The situation is as complicated legally as it is militarily. The United Nations Security Council resolution that authorized a no-flight zone and other steps in Libya makes no distinction between pro-rebel and pro-Qaddafi civilians.
Senior legal advisers to the military campaign say that unarmed civilians, whether living in towns or fleeing the fighting, are clearly meant to be protected by the United Nations resolution, while opposition forces taking an active part in combat away from cities are currently seen as falling outside of its protection. But one such official acknowledged that there are other situations that are much less clear.
Noncombatants and the various shades of opposition, resistance and rebellion “are so intermixed that it is not feasible to discern where the boundary between the civilians and opposition forces lie,” the official said. “There are also those civilians entitled to protection that may be armed in order to protect their families, homes, businesses, and communities. Other civilians may join the rebels at certain stages, becoming armed combatants, and then decide to return home for whatever reason, thus transitioning back to civilian non-combatants.”
At times when the rebels are gaining ground, the allies fear that the rebels will inevitably try to take loyalist cities by force, and could end up endangering or even killing civilians there. That is what prompted the coalition’s warnings to the rebels, administration officials said.
The specifics of the warnings — like when they were conveyed, who delivered them, and to which rebel leaders — remained unclear.

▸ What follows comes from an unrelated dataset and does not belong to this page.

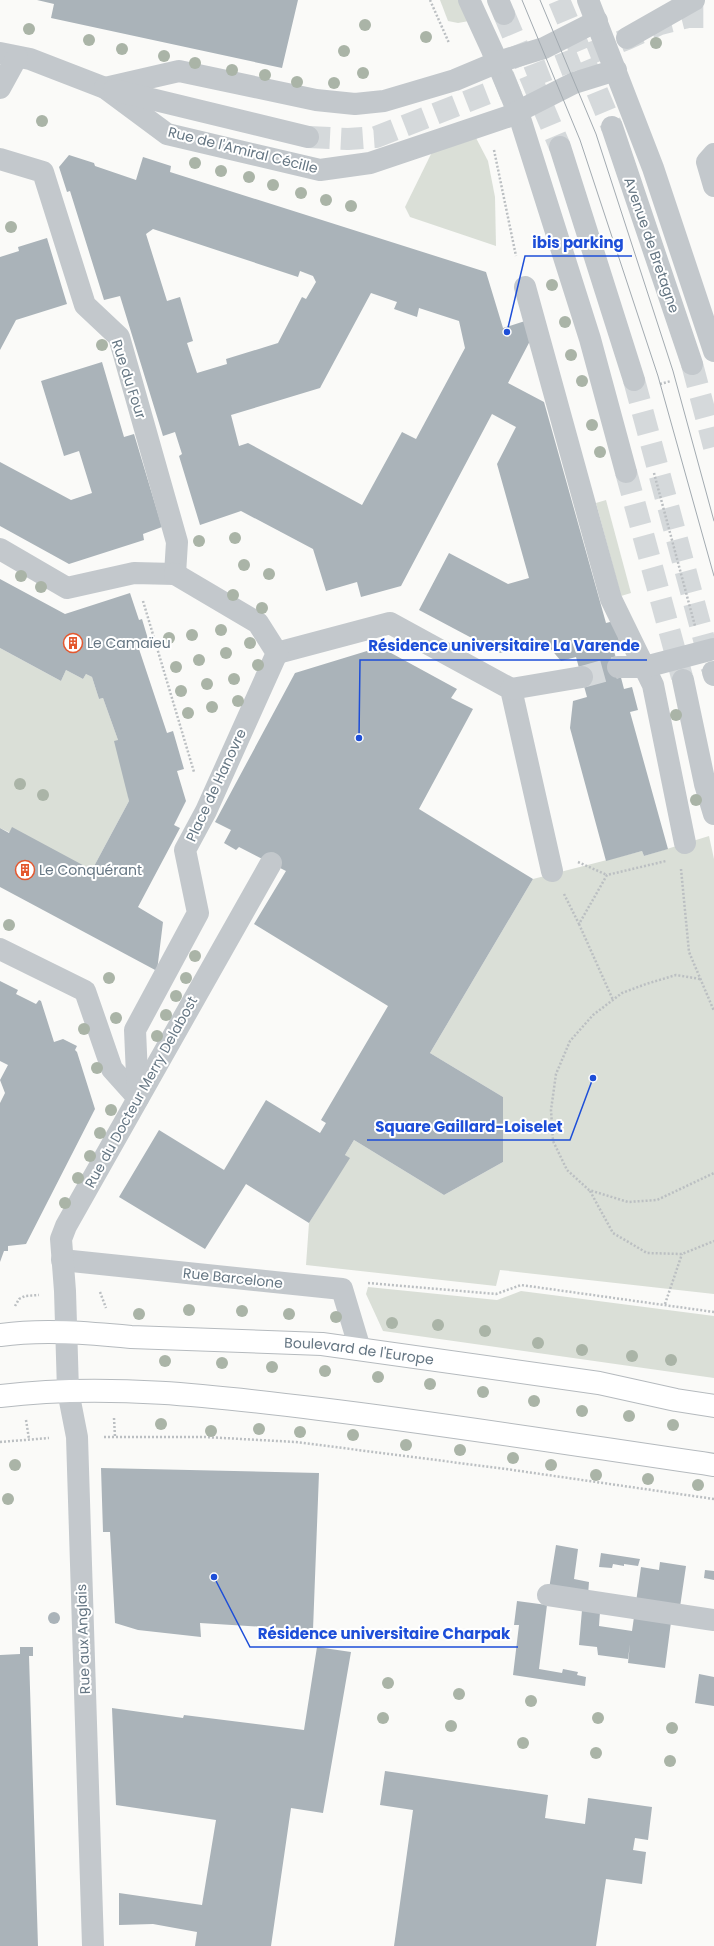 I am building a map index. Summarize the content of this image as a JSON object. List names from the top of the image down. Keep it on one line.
{"streets":{"main road":["Boulevard de l'Europe"],"street":["Rue de l'Amiral Cécille","Avenue de Bretagne","Rue du Four","Place de Hanovre","Rue du Docteur Merry Delabost","Rue Barcelone","Rue aux Anglais"]},"crossings":[["Place de Hanovre","Rue du Docteur Merry Delabost"],["Rue du Docteur Merry Delabost","Rue Barcelone"],["Rue du Docteur Merry Delabost","Boulevard de l'Europe"],["Rue du Docteur Merry Delabost","Rue aux Anglais"],["Boulevard de l'Europe","Rue aux Anglais"]],"places":{"other":["ibis parking","Résidence universitaire La Varende","Square Gaillard-Loiselet","Résidence universitaire Charpak"],"building":["Le Camaïeu","Le Conquérant"]}}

The traditional laws of war distinguish between combatants, who may be lawfully attacked, and civilians, who generally must be protected. Civilians who pick up weapons and join in fighting can be lawfully attacked as long as they are directly participating in hostilities.
But the laws of war are vague about how to categorize internal rebels, rather than external enemies. And the recognized government of a country — even an internationally despised one like the Qaddafi regime — is generally seen to have a right to use force to put down an armed insurrection, said David Glazier, a professor of national-security law at Loyola Law School-Los Angeles.
“I don’t know that we have distinguished between civilians who are truly nonparticipants in the conflict and who no one has any right to attack, and those civilians who have taken up arms in revolt against the government and so are legitimate targets,” Mr. Glazier sided. “This is all poorly defined. It really is all about politics, and not at all about law.”
On March 21, in a briefing with reporters, Tom Donilon, the national security advisor to President Obama, appeared not to distinguish between armed rebels and other citizens of Libya who opposed the Qaddafi government.
“They are citizens of Libya, and they are civilians,” he said, referring to the rebels. “They’re not military forces under the direction and control of Qaddafi.”
But that same day, General Carter Ham, the head of United States Africa Command, said that opposition forces with heavier weaponry would not qualify for protection the way civilians would, and he acknowledged that “it’s not a clear distinction, because we’re not talking about a regular military force — it’s a very problematic situation.”
“These are situations that brief much better at a headquarters than they do in the cockpit of an aircraft,” General Ham said, adding that “if it’s a situation where it’s unclear that it is civilians who may be being attacked, then those air crews are under instruction to be very cautious and not apply military force, again, unless they are convinced that doing so would be consistent with their mission to protect civilians.”